We determined risk of bias (low, medium, or high) on the basis of the study design and the methodological quality. We assessed consistency on the basis of the direction and magnitude of results across studies. We considered the evidence to be indirect when we had to rely on comparisons of biopsy methods across different studies (i.e., indirect comparisons). We considered studies to be precise if the CrI was narrow enough for a clinically useful conclusion, and imprecise if the CrI was wide enough to include clinically distinct conclusions. The potential for reporting bias (“suspected” vs. “not suspected”) was evaluated with respect to publication, selective outcome reporting, and selective analysis reporting. We made qualitative dispositions rather than perform formal statistical tests to evaluate differences in the effect sizes between more precise (larger) and less precise (smaller) studies because such tests cannot distinguish between “true” heterogeneity between smaller and larger studies, other biases, and chance.^{32, 33} Therefore, instead of relying on statistical tests, we evaluated the reported results across studies qualitatively, on the basis of completeness of reporting, number of enrolled patients, and numbers of observed events. Judgment on the potential for selective outcome reporting bias was based on reporting patterns for each outcome of interest across studies. We acknowledge that both types of reporting bias are difficult to reliably detect on the basis of data available in published research studies. We believe that our searches (across multiple databases), combined with our plan for contacting test manufacturers (for additional data) and the authors of published studies (for data clarification) limited the impact of reporting and publication bias on our results, to the extent possible.

Finally, we rated the body of evidence using four strength of evidence levels: high, moderate, low, and insufficient.⁷ These describe our level of confidence that the evidence reflects the true effect for the major comparisons of interest.

Assessing Applicability

We followed the Methods Guide⁷ in evaluating the applicability of included studies to patient populations of interest.
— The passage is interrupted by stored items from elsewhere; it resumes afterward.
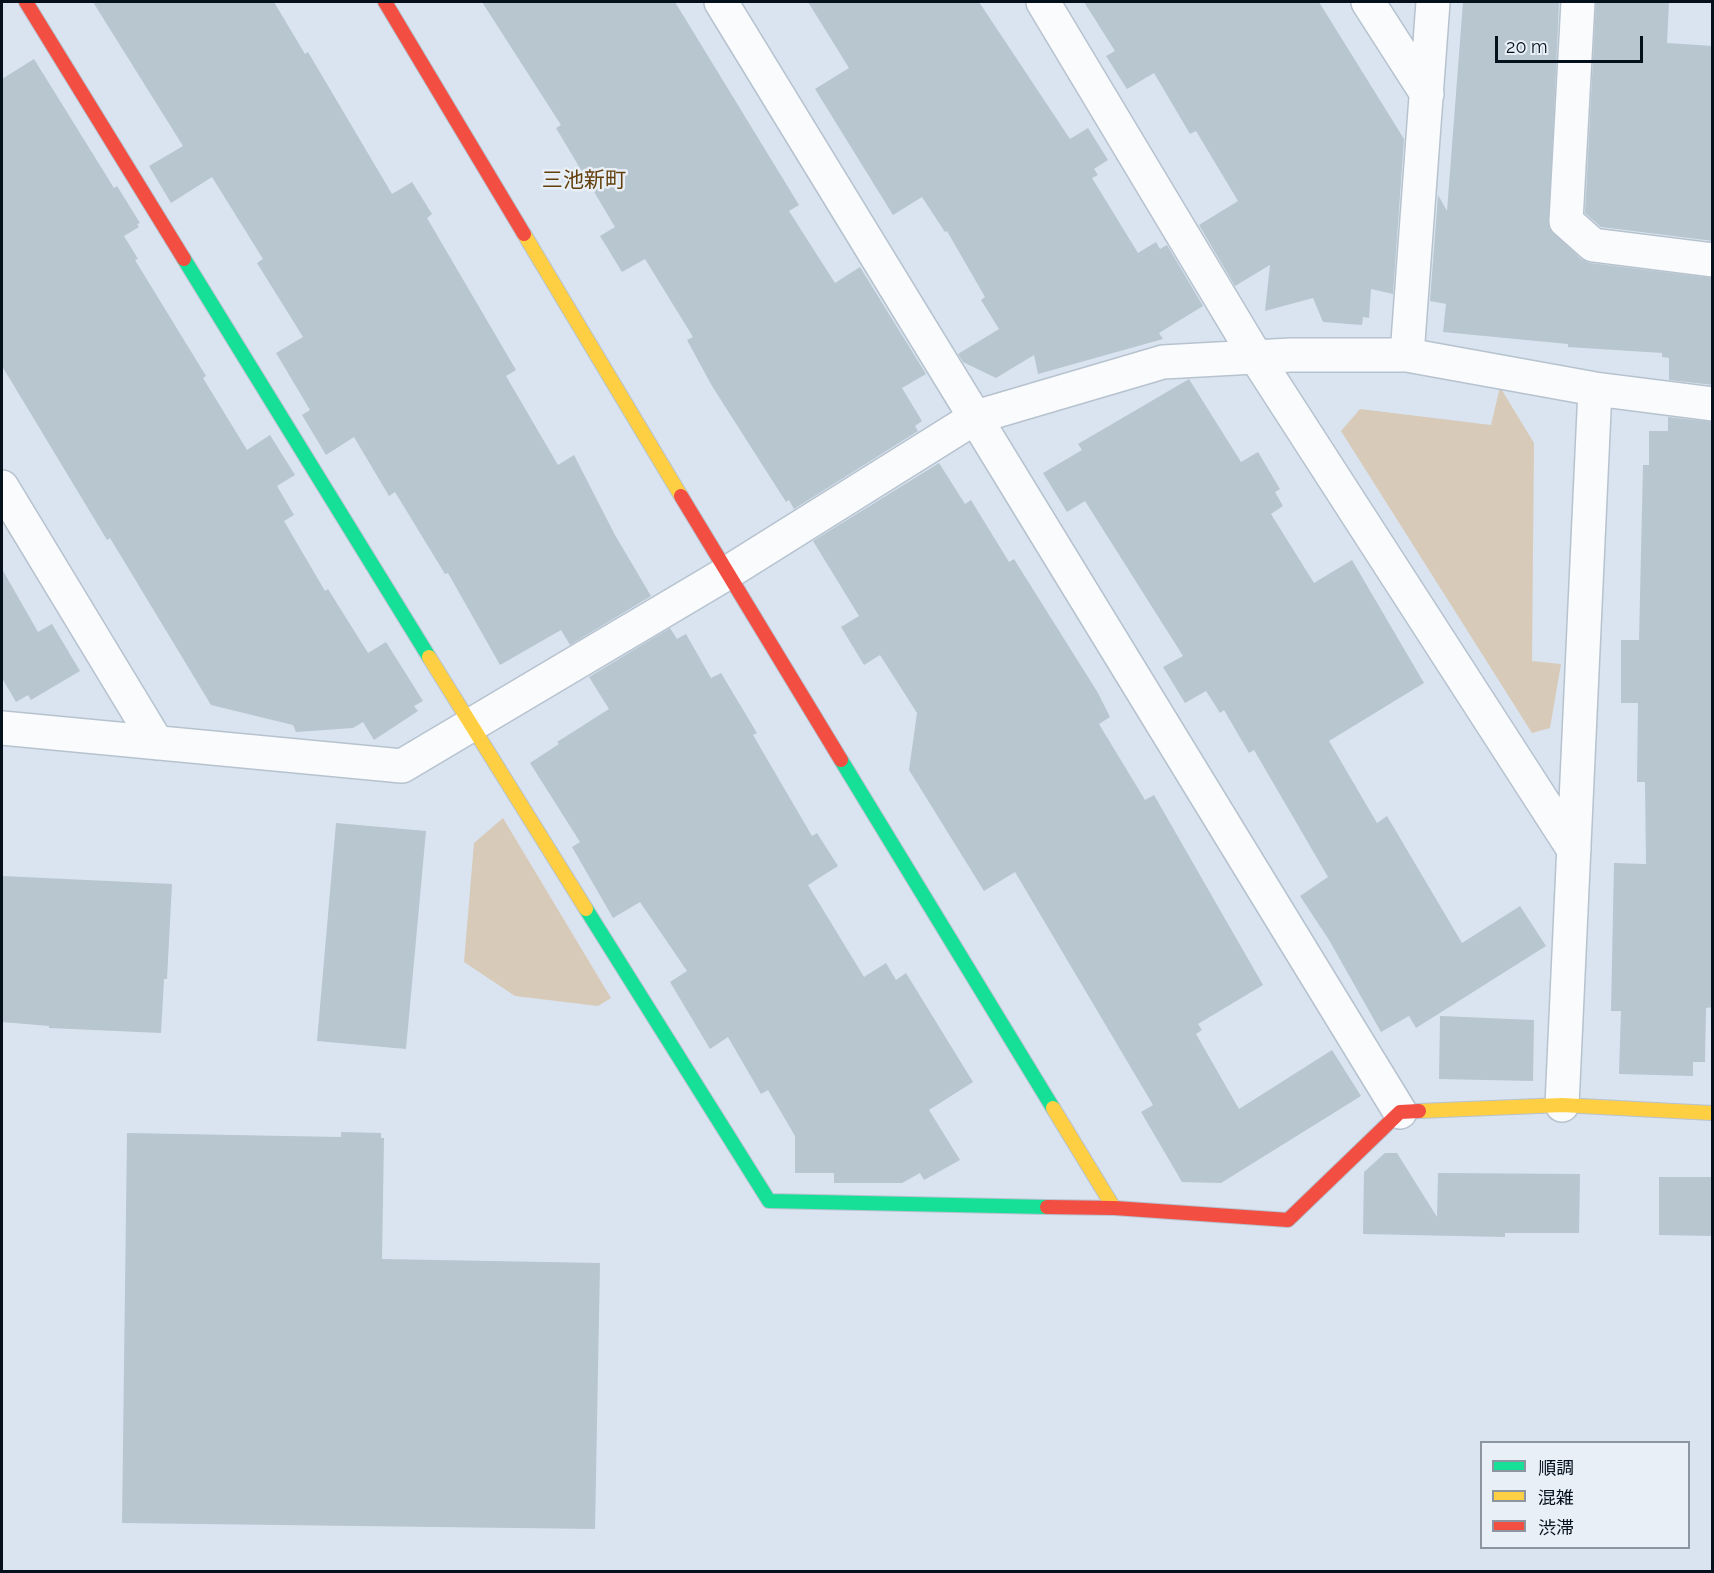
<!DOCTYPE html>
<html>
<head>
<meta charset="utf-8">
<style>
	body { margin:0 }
	#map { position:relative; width:1714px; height:1573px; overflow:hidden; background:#d9e4f0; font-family:Raleway,"Noto Sans JP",sans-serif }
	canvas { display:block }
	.frame { position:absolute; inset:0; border:3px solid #05101d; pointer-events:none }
	.legend { position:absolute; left:1480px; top:1441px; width:210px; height:108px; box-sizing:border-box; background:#e8eff7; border:2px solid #8d96a0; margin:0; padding:8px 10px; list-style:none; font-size:18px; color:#05101d }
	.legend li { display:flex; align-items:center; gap:12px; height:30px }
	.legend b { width:30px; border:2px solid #8d96a0 }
	.scale { position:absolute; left:1495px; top:36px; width:148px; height:27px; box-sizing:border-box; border:3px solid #05101d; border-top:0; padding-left:8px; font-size:18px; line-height:21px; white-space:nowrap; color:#05101d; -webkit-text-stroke:4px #e8eff7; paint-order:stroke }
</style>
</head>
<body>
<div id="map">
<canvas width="1714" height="1573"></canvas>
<div class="frame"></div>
<ul class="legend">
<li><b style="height:8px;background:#16e098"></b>順調</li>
<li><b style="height:8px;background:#ffcf43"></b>混雑</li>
<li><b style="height:8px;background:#f24e42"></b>渋滞</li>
</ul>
<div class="scale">20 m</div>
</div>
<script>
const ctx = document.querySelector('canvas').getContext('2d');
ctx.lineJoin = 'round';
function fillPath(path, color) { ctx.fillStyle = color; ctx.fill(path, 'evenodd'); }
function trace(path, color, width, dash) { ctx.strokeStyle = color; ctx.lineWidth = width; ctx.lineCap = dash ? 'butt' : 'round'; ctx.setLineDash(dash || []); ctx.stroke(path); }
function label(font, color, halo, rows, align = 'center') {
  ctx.font = font + ' Raleway,"Noto Sans JP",sans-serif'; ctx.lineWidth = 5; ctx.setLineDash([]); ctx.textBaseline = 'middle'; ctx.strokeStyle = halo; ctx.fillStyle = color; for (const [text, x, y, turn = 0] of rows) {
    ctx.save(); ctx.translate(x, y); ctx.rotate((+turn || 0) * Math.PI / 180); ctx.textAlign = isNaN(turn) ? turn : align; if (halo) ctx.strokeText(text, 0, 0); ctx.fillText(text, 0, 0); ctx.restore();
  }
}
const green = new Path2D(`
	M1500,387L1534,443L1532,661L1561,664L1550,728L1532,733L1341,431L1360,409L1491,425Z
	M503,818L611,998L598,1006L515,996L464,962L474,843Z`);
const building = new Path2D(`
	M93,2H274L305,54L308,52L392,194L412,182L432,214L427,218L516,370L506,376L558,465L574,455L615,535L651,596L570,645L561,630L500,665L448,573L445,574L395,492L389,496L354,437L326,455L302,415L310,410L276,353L303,337L257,263L263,259L212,177L171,203L149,166L183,146Z
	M482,2H675L799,205L789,211L835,283L860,267L926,374L902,388L922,421L915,426L918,431L794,509L789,500L786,502L712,386L687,340L693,337L645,259L622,272L600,236L615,227L556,128L561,125Z
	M808,2H979L1070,139L1088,128L1108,160L1094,169L1098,175L1092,178L1138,253L1156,242L1160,249L1167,245L1203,306L1159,333L1163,339L1038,374L1034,355L996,378L963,362L958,354L999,329L981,300L985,297L947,231L945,232L922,197L893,215L815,89L849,68Z
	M1084,2H1319L1404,139L1393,294L1371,289L1369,318L1363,317L1362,325L1323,322L1313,298L1265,311L1270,265L1235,286L1199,225L1238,201L1196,131L1190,134L1154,73L1127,89L1106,56L1115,51Z
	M1463,2H1559L1549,228L1581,259L1590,263L1713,278V385L1669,380V358L1662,357V353L1568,347V344L1443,332L1446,304L1430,301L1438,195L1447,211Z
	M1596,2H1669L1667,43L1713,46V241L1601,227L1585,213Z
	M34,59L114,188L117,186L140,223L137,224L139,227L124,236L138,259L135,260L206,376L203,378L247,450L270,435L295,475L277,486L294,515L284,521L325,591L328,589L368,653L386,642L423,701L414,706L418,711L374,740L363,722L353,728L296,732L293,725L211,705L110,538L107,540L2,366V79Z
	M1189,379L1241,462L1258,452L1280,489L1275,492L1283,506L1271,514L1314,583L1352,560L1424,683L1329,741L1377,823L1387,816L1462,943L1520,906L1546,946L1416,1028L1409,1016L1381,1032L1329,940L1300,896L1328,877L1254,750L1249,753L1224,710L1220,713L1206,691L1185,703L1163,667L1183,656L1085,501L1067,512L1043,473L1082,450L1078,444Z
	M1668,417L1713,422V1007L1706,1008L1705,1062H1693V1076L1619,1074L1621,1011H1611L1614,863L1646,864L1645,782H1637L1638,703H1621V640H1639L1643,465H1649V431H1668Z
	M939,463L965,504L971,500L1009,562L1014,559L1098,693L1110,717L1099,724L1145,800L1154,795L1263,985L1198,1024L1202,1030L1196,1034L1239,1109L1332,1050L1361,1096L1221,1183L1182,1182L1141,1112L1153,1105L1015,872L984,891L909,770L917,713L880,655L864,665L841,627L859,616L813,541Z
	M2,569L38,632L52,624L80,671L31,700L28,695L16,702L2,678Z
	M670,628L677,639L686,634L711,678L721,673L757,733L753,735L812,836L817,833L838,866L808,885L864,977L886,963L896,980L906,973L973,1082L929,1110L960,1160L924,1180L920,1173L902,1183H834V1173H795V1136L768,1090L761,1094L728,1037L710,1049L670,982L687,971L640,902L613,918L572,847L580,842L530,763L559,744L557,742L609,709L589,677Z
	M336,823L426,831L406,1049L317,1041Z
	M2,876L172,884L167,979H164L161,1033L49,1028V1026L2,1022Z
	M1440,1016L1534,1020L1533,1081L1439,1079Z
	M341,1132L381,1133V1138H384L382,1259L600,1263L595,1529L122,1523L127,1133L341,1137Z
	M1385,1153H1397L1437,1217L1438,1173L1580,1174L1579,1233H1505V1237L1363,1234L1364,1172Z
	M1659,1177H1713V1236L1659,1235Z`);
const street = new Path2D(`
	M721,2L1400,1112
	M1043,2L1256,357L1574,850
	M1368,2L1427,94
	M1578,2L1566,221L1593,245L1712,260
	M1407,355L1433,2
	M2,487L157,743
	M2,728L402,766L727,573L976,417L1163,362L1291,355H1407L1595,389L1712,404
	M1562,1105L1595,389`);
const fast = new Path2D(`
	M184,259L429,657
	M841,760L1053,1108
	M586,909L769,1201L1047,1207`);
const slow = new Path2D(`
	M524,234L681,496
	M429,657L586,909
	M1053,1108L1114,1208
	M1419,1111L1562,1105L1712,1113`);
const jam = new Path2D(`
	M26,2L184,259
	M385,2L524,234
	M681,496L841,760
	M1047,1207L1114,1208L1288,1220L1400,1112L1419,1111`);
const quarterNames = [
	["三池新町",584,181]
];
fillPath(green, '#d8cab8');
fillPath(building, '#b8c6d0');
trace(street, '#b7c2cf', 36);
trace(fast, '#b7c2cf', 16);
trace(slow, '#b7c2cf', 16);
trace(jam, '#b7c2cf', 16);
trace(street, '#f9fbfd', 33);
trace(fast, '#16e098', 14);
trace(slow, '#ffcf43', 14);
trace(jam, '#f24e42', 14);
label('21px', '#623f0a', '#e8eff7', quarterNames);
</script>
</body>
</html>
Applicability to the population of interest was also judged separately on the basis of patient characteristics (e.g., age may affect test performance because the consistency of the breast tissue changes over time), method by which suspicion is established (e.g., mammography vs. other methods may affect test performance through spectrum effects), baseline risk of cancer (“average risk” vs. “high risk” women may affect estimated test performance because of differences in diagnostic algorithms), outcomes (e.g., prevalence of breast cancers diagnosed upon biopsy may also be a marker of spectrum effects), and setting of care (because differences in patient populations, diagnostic algorithms, and available technologies may affect test results).

Peer Review

The initial draft report was pre-reviewed by the TOO and an AHRQ Associate Editor (a senior member of another EPC). Following revisions, the draft report was sent to invited peer reviewers and was simultaneously uploaded to the AHRQ Web site where it was available for public comment for 30 days. All reviewer comments (both invited and from the public) were collated and individually addressed. The revised report and the EPC’s responses to invited and public reviewers’ comments were again reviewed by the TOO and Associate Editor prior to completion of the report. The authors of the report had final discretion as to how the report was revised based on the reviewer comments, with oversight by the TOO and Associate Editor.